§ **Stored items**:
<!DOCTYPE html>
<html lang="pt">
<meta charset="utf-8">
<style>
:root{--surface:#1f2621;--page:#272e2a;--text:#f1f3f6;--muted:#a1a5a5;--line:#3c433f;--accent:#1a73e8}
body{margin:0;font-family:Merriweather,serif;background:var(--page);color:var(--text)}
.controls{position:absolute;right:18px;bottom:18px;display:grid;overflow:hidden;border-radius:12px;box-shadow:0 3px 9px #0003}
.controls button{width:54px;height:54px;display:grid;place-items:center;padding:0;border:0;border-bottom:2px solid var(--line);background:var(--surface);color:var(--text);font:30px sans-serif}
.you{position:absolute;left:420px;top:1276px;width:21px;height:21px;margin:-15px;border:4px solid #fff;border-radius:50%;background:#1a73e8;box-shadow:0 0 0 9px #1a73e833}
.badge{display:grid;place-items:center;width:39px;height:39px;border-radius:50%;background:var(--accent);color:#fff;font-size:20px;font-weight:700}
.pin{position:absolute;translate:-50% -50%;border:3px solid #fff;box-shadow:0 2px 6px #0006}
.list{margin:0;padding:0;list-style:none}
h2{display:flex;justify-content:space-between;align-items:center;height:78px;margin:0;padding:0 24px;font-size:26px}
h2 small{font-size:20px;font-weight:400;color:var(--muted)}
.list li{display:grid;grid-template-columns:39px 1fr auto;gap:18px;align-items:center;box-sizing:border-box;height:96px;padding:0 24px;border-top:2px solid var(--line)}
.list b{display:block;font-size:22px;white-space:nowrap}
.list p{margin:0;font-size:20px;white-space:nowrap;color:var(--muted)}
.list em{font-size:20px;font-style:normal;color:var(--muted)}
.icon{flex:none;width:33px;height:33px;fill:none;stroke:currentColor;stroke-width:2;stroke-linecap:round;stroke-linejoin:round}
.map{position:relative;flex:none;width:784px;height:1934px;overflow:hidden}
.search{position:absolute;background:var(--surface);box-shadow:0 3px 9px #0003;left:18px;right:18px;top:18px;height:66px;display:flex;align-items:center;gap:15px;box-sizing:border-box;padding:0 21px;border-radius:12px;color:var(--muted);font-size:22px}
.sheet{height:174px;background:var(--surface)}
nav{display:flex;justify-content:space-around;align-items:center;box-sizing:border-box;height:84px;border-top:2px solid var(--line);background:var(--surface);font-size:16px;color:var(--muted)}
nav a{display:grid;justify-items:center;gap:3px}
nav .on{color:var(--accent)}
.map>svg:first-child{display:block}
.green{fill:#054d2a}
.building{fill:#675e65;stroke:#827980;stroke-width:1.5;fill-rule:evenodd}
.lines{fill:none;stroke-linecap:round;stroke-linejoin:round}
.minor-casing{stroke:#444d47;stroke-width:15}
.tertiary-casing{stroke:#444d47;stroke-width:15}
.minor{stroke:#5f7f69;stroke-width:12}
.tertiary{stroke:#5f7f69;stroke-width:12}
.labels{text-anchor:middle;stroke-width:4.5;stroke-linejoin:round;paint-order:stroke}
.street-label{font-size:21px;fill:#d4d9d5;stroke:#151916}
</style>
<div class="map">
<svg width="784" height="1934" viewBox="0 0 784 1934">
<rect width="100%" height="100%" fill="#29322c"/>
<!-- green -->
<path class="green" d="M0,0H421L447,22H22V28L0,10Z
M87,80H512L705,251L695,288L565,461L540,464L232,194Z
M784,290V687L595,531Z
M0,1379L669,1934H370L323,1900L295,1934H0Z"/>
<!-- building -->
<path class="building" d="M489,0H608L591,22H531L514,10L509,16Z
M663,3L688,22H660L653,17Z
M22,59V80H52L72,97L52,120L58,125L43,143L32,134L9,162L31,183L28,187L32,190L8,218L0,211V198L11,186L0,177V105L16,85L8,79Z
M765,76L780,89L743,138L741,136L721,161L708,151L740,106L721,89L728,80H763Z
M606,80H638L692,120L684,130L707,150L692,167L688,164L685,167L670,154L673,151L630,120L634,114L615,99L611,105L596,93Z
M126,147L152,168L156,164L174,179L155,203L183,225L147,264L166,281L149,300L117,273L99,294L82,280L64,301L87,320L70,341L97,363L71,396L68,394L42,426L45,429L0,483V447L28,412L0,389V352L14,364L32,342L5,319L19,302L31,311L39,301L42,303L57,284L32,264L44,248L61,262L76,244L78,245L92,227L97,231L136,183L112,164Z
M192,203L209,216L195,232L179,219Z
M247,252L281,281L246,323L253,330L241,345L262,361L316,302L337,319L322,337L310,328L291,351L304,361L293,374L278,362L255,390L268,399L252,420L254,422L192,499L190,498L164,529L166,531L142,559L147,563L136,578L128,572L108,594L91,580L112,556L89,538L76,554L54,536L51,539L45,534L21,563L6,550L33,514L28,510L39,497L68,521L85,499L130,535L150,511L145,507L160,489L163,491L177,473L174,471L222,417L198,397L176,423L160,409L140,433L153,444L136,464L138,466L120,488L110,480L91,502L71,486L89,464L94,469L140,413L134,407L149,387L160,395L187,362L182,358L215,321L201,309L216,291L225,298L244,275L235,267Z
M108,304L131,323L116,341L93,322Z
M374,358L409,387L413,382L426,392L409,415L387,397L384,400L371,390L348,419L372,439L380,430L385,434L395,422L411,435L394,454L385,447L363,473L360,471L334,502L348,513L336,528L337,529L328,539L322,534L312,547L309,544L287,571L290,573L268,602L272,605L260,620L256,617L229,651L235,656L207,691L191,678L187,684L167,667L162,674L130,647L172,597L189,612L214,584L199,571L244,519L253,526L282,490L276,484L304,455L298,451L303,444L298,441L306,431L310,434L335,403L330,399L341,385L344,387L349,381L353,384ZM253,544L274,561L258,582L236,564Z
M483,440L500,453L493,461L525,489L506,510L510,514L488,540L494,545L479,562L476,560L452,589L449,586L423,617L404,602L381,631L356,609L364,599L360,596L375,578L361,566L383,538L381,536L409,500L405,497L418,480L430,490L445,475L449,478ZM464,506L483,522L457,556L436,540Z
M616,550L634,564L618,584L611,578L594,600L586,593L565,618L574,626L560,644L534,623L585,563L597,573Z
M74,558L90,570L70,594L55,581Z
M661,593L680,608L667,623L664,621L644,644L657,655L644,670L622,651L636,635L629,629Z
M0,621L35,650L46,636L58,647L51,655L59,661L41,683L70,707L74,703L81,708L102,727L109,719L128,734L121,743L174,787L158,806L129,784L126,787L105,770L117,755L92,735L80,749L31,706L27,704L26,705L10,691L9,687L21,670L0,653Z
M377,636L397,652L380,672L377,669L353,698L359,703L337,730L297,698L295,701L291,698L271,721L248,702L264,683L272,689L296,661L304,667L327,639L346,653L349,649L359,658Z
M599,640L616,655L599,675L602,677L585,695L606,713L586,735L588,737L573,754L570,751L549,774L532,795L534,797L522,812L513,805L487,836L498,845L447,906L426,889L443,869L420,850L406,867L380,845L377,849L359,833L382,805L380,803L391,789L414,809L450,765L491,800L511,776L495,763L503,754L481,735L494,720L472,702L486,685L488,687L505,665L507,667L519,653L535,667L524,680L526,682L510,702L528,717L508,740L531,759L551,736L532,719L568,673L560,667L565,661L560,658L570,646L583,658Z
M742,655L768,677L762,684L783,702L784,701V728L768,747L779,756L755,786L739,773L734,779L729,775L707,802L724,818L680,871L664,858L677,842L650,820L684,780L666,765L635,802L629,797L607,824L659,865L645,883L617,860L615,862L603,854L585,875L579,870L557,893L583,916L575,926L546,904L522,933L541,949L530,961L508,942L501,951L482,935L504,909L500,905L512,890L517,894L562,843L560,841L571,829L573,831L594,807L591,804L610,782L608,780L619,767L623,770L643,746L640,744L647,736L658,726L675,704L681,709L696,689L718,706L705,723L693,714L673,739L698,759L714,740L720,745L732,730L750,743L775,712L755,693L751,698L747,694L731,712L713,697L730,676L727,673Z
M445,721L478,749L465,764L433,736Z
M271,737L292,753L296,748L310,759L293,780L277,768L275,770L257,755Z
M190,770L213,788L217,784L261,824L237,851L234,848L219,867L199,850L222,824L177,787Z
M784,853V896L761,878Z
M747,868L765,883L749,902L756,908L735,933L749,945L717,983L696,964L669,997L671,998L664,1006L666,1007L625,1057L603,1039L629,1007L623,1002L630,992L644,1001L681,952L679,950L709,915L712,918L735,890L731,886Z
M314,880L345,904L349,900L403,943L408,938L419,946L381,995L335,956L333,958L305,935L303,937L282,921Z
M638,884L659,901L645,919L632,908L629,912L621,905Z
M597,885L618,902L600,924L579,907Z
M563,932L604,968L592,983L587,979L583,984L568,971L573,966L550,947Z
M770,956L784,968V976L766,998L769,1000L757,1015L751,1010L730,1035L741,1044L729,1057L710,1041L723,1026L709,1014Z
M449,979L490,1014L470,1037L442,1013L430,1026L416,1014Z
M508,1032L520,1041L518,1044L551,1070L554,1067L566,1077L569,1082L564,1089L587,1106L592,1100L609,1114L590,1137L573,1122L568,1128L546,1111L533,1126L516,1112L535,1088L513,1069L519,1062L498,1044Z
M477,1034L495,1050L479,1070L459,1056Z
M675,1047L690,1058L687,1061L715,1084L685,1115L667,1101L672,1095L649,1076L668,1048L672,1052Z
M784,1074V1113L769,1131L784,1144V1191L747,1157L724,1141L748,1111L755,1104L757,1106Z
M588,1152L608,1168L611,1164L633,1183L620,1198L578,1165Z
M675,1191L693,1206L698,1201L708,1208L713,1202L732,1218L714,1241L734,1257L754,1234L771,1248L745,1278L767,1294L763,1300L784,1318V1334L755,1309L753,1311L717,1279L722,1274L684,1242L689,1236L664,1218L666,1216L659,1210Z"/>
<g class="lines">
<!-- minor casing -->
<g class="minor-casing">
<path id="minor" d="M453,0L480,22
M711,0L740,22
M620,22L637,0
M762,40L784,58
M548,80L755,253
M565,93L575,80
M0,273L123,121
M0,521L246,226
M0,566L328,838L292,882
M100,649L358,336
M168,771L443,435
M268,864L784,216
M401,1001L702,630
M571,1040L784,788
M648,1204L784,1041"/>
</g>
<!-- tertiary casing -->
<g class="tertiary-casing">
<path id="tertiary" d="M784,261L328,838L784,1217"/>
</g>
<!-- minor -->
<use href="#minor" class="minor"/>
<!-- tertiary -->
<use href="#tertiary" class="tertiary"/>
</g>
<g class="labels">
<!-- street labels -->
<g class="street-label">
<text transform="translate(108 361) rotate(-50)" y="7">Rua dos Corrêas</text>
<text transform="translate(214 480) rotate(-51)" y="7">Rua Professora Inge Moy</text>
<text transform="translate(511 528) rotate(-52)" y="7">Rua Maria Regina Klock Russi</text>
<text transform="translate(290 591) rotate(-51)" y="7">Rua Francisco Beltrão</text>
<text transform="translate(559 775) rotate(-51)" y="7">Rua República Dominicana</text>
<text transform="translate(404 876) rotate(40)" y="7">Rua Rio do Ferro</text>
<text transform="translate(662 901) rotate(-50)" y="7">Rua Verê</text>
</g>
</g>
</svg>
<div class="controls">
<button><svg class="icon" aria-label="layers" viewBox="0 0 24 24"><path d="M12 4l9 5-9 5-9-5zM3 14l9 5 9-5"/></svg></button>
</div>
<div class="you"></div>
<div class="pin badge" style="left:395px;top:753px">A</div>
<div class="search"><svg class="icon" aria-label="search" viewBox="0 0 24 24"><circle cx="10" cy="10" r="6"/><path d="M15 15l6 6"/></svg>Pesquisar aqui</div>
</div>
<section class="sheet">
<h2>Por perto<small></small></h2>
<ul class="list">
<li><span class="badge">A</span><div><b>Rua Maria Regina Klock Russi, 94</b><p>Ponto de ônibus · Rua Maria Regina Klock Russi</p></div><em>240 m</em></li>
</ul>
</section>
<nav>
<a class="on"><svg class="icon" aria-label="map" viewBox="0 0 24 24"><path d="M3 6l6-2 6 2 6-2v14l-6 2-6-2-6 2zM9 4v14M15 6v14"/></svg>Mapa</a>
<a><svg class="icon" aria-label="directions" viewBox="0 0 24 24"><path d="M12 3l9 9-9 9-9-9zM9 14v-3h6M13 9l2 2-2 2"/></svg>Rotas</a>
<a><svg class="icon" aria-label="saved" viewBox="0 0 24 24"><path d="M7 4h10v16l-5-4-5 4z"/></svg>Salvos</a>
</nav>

§ **EXERCISE**: Lines that contain "street" are the result; find them in the entries above and copy each one.

§ **WRITTEN SOLUTION**:
.street-label{font-size:21px;fill:#d4d9d5;stroke:#151916}
<!-- street labels -->
<g class="street-label">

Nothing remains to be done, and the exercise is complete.